Hillsboro’s farmland and neighborhoods are Oregon picture perfect, wisps of mist framing comfortable farmhouses, copses of woods and tidy homes with well-kept gardens. So the shopping carts, filled with plastic garbage bags lined along a street and dotted here and there, are jarring, as is the man who lies collapsed on steps leading up from the sidewalk in a comfortable neighborhood.

“What’s most surprising are the number of homeless,” agree Dick Hertel, a volunteer at St. Matthew Parish’s St. Vincent de Paul Conference, and Sandy Zajdel, president of the conference.

Zajdel says that a decade ago the conference handed out a handful of lunches for the homeless every week. Now it’s 35 to 40 sack lunches a day, except for Wednesdays, when the Blue Bus comes to the parish and St. Vincent de Paul volunteers use its stoves to cook up 80 to 200 hot lunches for the area needy.

This conference, founded in 1969 on the centennial of the founding of the Portland St. Vincent de Paul Council, had within 30 years grown to be the largest in the Portland Council in terms of food and beds delivered.

Today the conference does even more. An average of 20 volunteers a day, Monday through Friday, staff the food pantry and drive the truck and two vans needed to collect donated food from Costco, Whole Foods, Winco and other outlets. They distribute between 500 and 600 boxes of food every month.

So far this year, with two months still to be counted, they’ve helped 6,435 families with food, with some of those families consisting of nine or more members. They’ve also distributed more than $82,000 in rent assistance and $50,000 in utility assistance.

The conference served 49,248 people last year.

“I love it,” says Zajdel, who admits she was drafted to be president. She has worked for the church all her life but says this has been the most fulfilling. “It’s energizing,” she says.

For Hertel, the care that the neediest show one another also touches him.
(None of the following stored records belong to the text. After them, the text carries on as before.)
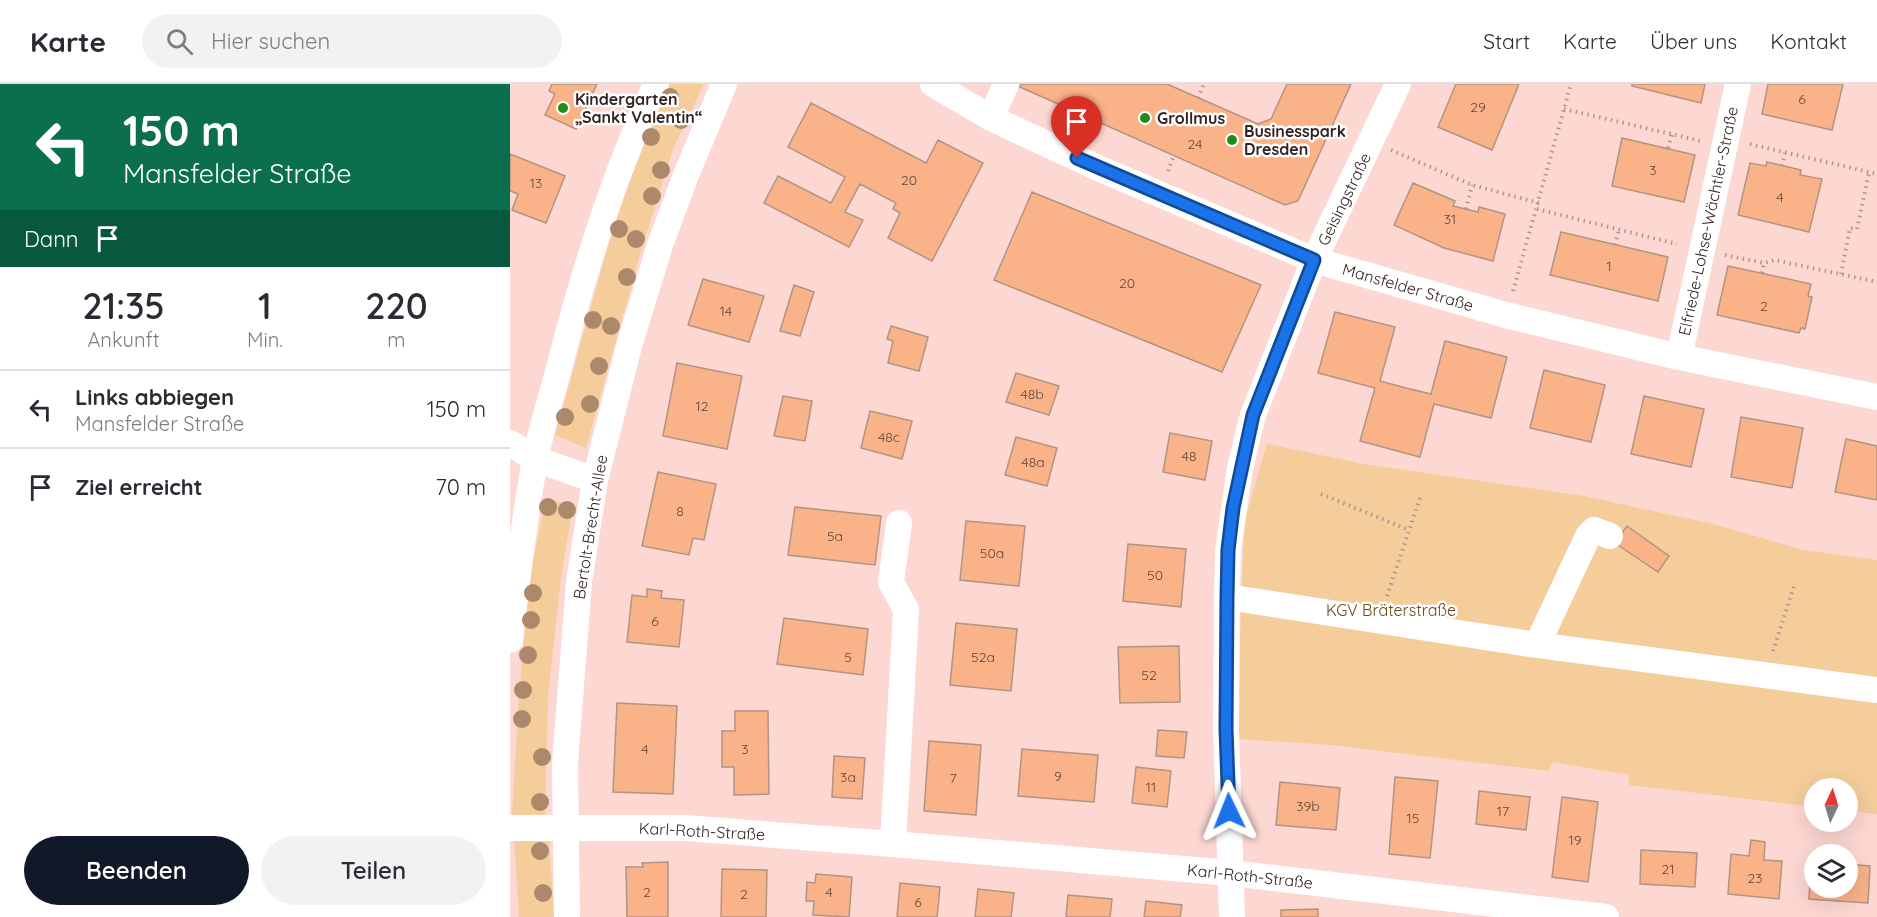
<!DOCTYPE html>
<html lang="de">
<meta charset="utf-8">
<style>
:root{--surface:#fff;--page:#f2f2f3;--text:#2b2b33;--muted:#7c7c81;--line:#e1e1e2;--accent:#111827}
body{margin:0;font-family:Quicksand,sans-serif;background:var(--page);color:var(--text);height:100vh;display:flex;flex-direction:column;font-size:22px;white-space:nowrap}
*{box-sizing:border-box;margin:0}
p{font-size:20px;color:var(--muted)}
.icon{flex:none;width:33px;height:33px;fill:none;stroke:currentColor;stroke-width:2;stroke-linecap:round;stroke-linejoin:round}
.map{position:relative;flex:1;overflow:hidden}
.details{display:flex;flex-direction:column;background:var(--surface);width:510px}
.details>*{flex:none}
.top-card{background:#0b6e4f;color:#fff;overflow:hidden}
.needle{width:39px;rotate:4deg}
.buttons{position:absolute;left:1294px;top:694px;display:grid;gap:12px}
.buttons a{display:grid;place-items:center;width:54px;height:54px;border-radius:50%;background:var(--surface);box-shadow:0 6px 24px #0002;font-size:30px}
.pin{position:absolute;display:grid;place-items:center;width:51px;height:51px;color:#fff;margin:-62px -26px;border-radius:50% 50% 50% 0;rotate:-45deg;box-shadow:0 0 6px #0007}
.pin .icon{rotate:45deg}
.me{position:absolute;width:66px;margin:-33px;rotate:358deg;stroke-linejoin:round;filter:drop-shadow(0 0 4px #0008)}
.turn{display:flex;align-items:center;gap:21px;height:126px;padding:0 24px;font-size:27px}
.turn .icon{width:78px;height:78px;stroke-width:2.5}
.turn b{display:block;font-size:42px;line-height:51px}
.then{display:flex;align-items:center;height:57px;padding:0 24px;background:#0003;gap:12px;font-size:22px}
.eta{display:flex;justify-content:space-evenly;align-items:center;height:102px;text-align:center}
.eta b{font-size:36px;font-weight:600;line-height:42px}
.action{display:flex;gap:12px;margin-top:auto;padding:12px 24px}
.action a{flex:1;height:69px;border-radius:36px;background:var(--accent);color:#fff;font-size:24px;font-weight:600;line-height:69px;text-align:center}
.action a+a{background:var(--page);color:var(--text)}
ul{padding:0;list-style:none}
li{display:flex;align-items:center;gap:18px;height:78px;padding:0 24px;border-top:2px solid var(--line)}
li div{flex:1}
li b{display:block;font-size:22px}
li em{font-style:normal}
header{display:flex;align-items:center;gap:36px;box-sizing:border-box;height:84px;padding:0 30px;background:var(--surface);border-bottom:2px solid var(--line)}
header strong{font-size:28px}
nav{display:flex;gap:33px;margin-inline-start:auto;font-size:21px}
.search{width:420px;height:54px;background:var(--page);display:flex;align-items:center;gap:15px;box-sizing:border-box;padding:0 21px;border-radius:33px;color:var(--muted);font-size:22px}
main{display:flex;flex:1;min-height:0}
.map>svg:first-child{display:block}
</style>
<header>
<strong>Karte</strong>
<div class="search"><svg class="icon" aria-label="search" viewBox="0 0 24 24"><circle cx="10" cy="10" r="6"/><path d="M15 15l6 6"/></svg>Hier suchen</div>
<nav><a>Start</a><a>Karte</a><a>Über uns</a><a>Kontakt</a></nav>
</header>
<main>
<section class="details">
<div class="top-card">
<div class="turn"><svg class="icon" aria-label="left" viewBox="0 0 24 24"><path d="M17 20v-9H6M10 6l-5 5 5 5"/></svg><div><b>150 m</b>Mansfelder Straße</div></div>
<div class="then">Dann<svg class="icon" aria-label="arrive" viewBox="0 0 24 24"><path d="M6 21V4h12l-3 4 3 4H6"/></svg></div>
</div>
<div class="eta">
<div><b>21:35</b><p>Ankunft</p></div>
<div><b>1</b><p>Min.</p></div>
<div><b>220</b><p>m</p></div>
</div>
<ul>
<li><svg class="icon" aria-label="left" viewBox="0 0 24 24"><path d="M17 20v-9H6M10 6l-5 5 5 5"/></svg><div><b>Links abbiegen</b><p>Mansfelder Straße</p></div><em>150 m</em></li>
<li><svg class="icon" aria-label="arrive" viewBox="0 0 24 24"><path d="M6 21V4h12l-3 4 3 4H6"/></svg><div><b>Ziel erreicht</b></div><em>70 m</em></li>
</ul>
<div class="action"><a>Beenden</a><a>Teilen</a></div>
</section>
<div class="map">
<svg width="1367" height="833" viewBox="0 0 1367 833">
<rect width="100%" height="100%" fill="#fdd7d2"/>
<path fill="#f4cd9b" d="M 158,0 L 194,0 L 163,65 L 130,171 L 76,364 L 45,351 L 98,162 L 131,58 Z
M 757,360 L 854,380 L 1074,412 L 1207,441 L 1293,466 L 1367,476 L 1367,730 L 1338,727 L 1338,705 L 1305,705 L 1305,723 L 1119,701 L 1118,691 L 1043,678 L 1038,687 L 821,661 L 728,655 L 731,515 L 735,435 Z
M 36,415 L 63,421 L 51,494 L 38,613 L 35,731 L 2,731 L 9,611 L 20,491 Z
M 39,752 L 44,833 L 9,833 L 4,755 Z"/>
<path fill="#fab289" stroke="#b29484" stroke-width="1.5" d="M 42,0 L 87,0 L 66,45 L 35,31 L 45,10 L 39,7 Z
M 511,0 L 657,0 L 748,40 L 761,35 L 777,0 L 841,0 L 788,117 L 775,121 L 510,3 Z
M 946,0 L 1009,0 L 982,66 L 928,43 Z
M 1122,0 L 1195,0 L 1191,19 L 1122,2 Z
M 1258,0 L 1333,0 L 1322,46 L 1252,30 Z
M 301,19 L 416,79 L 428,56 L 473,79 L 422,177 L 378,154 L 390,129 L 383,125 L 386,119 L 350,100 L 335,128 L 353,136 L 339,163 L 254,119 L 268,92 L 321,119 L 335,93 L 278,63 Z
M 1112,54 L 1185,71 L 1174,118 L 1102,102 Z
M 0,70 L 55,92 L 36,139 L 2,126 L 8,110 L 0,107 Z
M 1257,78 L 1291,86 L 1290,91 L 1312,95 L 1299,148 L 1228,131 L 1240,79 L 1256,82 Z
M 903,99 L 945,117 L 943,122 L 968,128 L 969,123 L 995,130 L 983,177 L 934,164 L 884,141 Z
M 522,108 L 751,201 L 712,288 L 484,196 Z
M 1051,148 L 1158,173 L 1148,217 L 1040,191 Z
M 1218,182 L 1301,200 L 1298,212 L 1302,213 L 1295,245 L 1291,244 L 1289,249 L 1207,231 Z
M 193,195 L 254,212 L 239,258 L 178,241 Z
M 284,201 L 304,208 L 290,252 L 270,247 Z
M 825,228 L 885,243 L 870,297 L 896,304 L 921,310 L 935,257 L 997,273 L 981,334 L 924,320 L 910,373 L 850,357 L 865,304 L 808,289 Z
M 381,242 L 418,253 L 409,287 L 378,279 L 383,257 L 377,255 Z
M 167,279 L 232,292 L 217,365 L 153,352 Z
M 1034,286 L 1095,301 L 1081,358 L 1020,344 Z
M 506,289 L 549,302 L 539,331 L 496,318 Z
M 273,312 L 302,317 L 295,357 L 264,352 Z
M 1134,312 L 1194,325 L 1181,383 L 1121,370 Z
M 360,327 L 402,337 L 392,375 L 351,364 Z
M 1231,333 L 1293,344 L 1282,404 L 1221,393 Z
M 660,349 L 702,357 L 695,396 L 653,388 Z
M 506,353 L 547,364 L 537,402 L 495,391 Z
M 1336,355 L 1367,362 L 1367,416 L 1325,408 Z
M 148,388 L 206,400 L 194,456 L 183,454 L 179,471 L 132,462 Z
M 285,423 L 371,432 L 365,481 L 278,471 Z
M 456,437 L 515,442 L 509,502 L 450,496 Z
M 1117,442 L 1159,472 L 1148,488 L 1105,459 Z
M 618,460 L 676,465 L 671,523 L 613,517 Z
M 137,505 L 152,507 L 151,514 L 174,516 L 169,563 L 117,558 L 122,511 L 137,513 Z
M 274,534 L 358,545 L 353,591 L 267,580 Z
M 446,539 L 507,545 L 501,607 L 440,601 Z
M 669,562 L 670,618 L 610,619 L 608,563 Z
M 107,619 L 167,622 L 163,710 L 103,708 Z
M 225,627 L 258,627 L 259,710 L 224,711 L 224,683 L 212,683 L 212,647 L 225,647 Z
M 648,646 L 677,648 L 674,674 L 646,672 Z
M 419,657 L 471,661 L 466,731 L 414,727 Z
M 512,665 L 588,671 L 584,718 L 508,712 Z
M 324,672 L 355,674 L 352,715 L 322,713 Z
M 626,683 L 661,687 L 657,723 L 622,719 Z
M 885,693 L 928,697 L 920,774 L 879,770 Z
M 770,698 L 830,704 L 826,746 L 766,741 Z
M 969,707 L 1020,713 L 1016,746 L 966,740 Z
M 1052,713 L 1088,718 L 1078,798 L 1042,793 Z
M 1241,756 L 1255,758 L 1254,776 L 1272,777 L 1269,815 L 1218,810 L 1221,770 L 1239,772 Z
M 1131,766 L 1187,769 L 1185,803 L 1130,800 Z
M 158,778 L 158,833 L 117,833 L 116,783 L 133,783 L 132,779 Z
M 1301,778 L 1305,778 L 1305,804 L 1338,804 L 1338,780 L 1360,782 L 1358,819 L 1299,815 Z
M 212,785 L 257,786 L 256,833 L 211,833 Z
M 306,790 L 342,793 L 339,833 L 303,831 L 304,817 L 296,817 L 297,798 L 305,799 Z
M 390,799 L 430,803 L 427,833 L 387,833 Z
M 468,805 L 504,809 L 501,833 L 465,833 Z
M 558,811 L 602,815 L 600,833 L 556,833 Z
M 636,817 L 672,821 L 670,833 L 634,833 Z
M 808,825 L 808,833 L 771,833 L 771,826 Z"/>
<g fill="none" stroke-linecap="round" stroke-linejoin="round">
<path stroke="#b29591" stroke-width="4" stroke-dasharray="1.5 4.5" stroke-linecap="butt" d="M 688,14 L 694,0
M 1054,25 L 1191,57
M 1240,60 L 1367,90
M 1158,64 L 1162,50
M 881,66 L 962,101 L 1029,119
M 1272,82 L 1275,69
M 658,87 L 664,71
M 956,125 L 962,101
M 1027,125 L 1167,160
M 1105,161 L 1109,145
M 1215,171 L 1254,179 L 1265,176 L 1367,198
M 1252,189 L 1254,179
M 1331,190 L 1340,144 L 1347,145 L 1359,89
M 1003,207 L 1061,0
M 811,410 L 899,446
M 877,512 L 911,411
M 1263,567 L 1284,502"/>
<path stroke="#fff" stroke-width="26" d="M 423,0 L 481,34 L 588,84 L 804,176 L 996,231 L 1169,273 L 1367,313
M 481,34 L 496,0
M 1169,273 L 1228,0
M 0,359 L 25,375 L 85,396
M 717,513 L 1027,561 L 1367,606
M 0,556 C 7,496 14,435 25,376 C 31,346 40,317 48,288 C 73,189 103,92 146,0
M 1027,561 L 1078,452 L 1084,446 L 1100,452
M 0,744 L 175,744 L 383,760 L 721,789 L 1096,833
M 383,760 L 396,526 L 381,498 L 389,439
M 57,833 L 55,679 L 69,498 L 85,396 L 119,262 L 150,161 L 176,91 L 214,0
M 722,833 L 716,645 L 717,513 L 718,466 L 730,384 L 743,331 L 804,176 L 888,0"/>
</g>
<g fill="#ad896c">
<circle cx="160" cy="13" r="9"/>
<circle cx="171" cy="36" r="9"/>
<circle cx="141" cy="53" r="9"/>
<circle cx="151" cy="86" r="9"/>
<circle cx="142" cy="112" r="9"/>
<circle cx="109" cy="145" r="9"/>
<circle cx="126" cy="155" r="9"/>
<circle cx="117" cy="193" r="9"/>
<circle cx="83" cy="236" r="9"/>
<circle cx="101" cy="242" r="9"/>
<circle cx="89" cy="282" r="9"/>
<circle cx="80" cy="320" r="9"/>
<circle cx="55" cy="333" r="9"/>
<circle cx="38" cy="423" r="9"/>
<circle cx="57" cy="426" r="9"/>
<circle cx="23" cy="509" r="9"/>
<circle cx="21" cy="536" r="9"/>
<circle cx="18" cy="571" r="9"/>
<circle cx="13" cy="606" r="9"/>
<circle cx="12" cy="635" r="9"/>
<circle cx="32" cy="673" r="9"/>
<circle cx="30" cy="718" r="9"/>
<circle cx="30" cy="767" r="9"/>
<circle cx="33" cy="809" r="9"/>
</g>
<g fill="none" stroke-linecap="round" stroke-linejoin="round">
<g stroke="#114b97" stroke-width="15">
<path id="route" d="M 567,74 L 804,176 L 743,331 L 723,424 L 718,466 L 717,513 L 716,645 L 719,727"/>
</g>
<use href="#route" stroke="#1a73e8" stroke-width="10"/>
</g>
<g fill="#1e8e14" stroke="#fff" stroke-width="2">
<circle cx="53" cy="24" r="6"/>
<circle cx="635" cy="34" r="6"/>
<circle cx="722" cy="56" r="6"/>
</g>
<g text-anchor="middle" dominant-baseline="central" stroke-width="5" stroke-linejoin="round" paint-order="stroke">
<g font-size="14" fill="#64483c">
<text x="1292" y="15">6</text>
<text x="968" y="23">29</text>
<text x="685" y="60">24</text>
<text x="1143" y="86">3</text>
<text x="399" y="96">20</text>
<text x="26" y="99">13</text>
<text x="1270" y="113">4</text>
<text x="940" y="135">31</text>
<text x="1099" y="182">1</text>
<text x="617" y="199">20</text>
<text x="1254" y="222">2</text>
<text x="216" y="227">14</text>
<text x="522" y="310">48b</text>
<text x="192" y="322">12</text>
<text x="379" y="353">48c</text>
<text x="679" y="372">48</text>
<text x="523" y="378">48a</text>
<text x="170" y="427">8</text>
<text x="325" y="452">5a</text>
<text x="482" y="469">50a</text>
<text x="645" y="491">50</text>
<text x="145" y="537">6</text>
<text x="338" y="573">5</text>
<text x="473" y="573">52a</text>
<text x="639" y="591">52</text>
<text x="135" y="665">4</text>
<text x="235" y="665">3</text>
<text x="548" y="692">9</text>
<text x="338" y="693">3a</text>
<text x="443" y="694">7</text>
<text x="641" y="703">11</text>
<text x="798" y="722">39b</text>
<text x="993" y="727">17</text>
<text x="903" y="734">15</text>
<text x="1065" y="756">19</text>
<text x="1158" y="785">21</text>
<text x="1245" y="794">23</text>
<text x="137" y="808">2</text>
<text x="319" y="808">4</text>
<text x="234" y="810">2</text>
<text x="408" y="818">6</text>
</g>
<g font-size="16" font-weight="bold" fill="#322422" stroke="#fff" text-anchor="start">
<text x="65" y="15">Kindergarten<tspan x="65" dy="18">„Sankt Valentin“</tspan></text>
<text x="647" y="34">Grollmus</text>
<text x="734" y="47">Businesspark<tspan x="734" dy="18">Dresden</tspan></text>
</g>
<g font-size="16" fill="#322422" stroke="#fff">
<text transform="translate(834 115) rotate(-64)">Geisingstraße</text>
<text transform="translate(1198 137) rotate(-78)">Elfriede-Lohse-Wächtler-Straße</text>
<text transform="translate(898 203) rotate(16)">Mansfelder Straße</text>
<text transform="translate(80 443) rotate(-81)">Bertolt-Brecht-Allee</text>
<text transform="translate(192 747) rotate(3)">Karl-Roth-Straße</text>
<text transform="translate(740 792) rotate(6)">Karl-Roth-Straße</text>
</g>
<g font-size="16" fill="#6b4a19" stroke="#fff">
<text x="881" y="526">KGV Bräterstraße</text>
</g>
</g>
</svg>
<div class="buttons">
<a><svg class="needle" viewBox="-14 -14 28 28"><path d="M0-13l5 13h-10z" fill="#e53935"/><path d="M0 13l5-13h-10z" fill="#7c7c81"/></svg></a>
<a><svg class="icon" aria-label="layers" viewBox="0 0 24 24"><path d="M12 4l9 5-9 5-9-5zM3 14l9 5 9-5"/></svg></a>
</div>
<div class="pin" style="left:567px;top:74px;background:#d93025"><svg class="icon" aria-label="arrive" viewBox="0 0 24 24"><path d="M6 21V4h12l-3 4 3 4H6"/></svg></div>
<svg class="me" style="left:719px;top:727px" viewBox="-20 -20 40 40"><path d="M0-17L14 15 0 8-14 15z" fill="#1a73e8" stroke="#fff" stroke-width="4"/></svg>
</div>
</main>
He was alerted to a potential problem situation earlier this month, but when he investigated he found one of the homeless men helping another out with a beard trim.

Zajdel says an important part of her job is reminding volunteers that their Vincentian mission is to see the face of Christ in everyone they serve. “And to be the face of Christ,” she adds.

It was Dick Hertel’s father, Raymond Hertel, who founded the conference. “I helped my dad for years, but now that I’ve started volunteering regularly I’m in awe of all the situations that come up, and how they get resolved,” says Dick Hertel. “Sometimes they come in without hope. I can’t imagine how humbling it must be.”

In addition to the food distribution, the conference can point people in the right direction for assistance, from food stamps to shelters for victims of domestic violence.

That morning, Hertel had seen a client in tears. A volunteer simply said, “We’ll help.”

Twenty or more volunteers help out every day, Monday through Friday.

Zajdel thinks the strong base of volunteers is partly because of the parish’s tradition of volunteering with St. Vincent de Paul, but also because of the strong support from the clergy here.

Because so many people help out, it means that volunteers can get time off over the year — meaning that vacations are still possible. “Although we do have shortages, between illnesses and traveling,” says Hertel. “But this morning three new volunteers walked in the door.”

On another morning that same week, seven new volunteers arrived.

Foy Gonzàlez, a member of St. Anthony Parish in Forest Grove, says he began volunteering when he was out of a job and had some extra time after dropping his children off at St. Matthew School. “The experience here, working with the older people, is very nice,” he says. “They are all so positive, always with a smile.”

Amanda McGraw, 90, says the work keeps her young. She also volunteers as a lector and eucharistic minister.

In addition to St. Matthew parishioners (probably 80 percent of whom are retirees, estimates Zajdel) members of the Latter Day Saints community, students from St. Matthew School, and clients and a supervisor come from a nearby brain trauma rehabilitation house might be helping out. Some local corporations encourage employees to volunteer, and it’s often those same large businesses that provide matching funds for donations.

“We’d fall on our faces if it weren’t for the generosity of parishioners, not just giving time but also money,” says Zajdel.

A number of volunteers at the conference are quietly working to solve other aspects of the needs in Hillsboro and the rolling countryside around them. The conference members have reached out to civic leaders, the police and others in the community to advocate for solutions to homelessness and for addressing the needs of the homeless.

The volunteers know they’re doing good — both for those they’re helping and for their own relationship with God. “Because you see God everywhere here,” says Zajdel.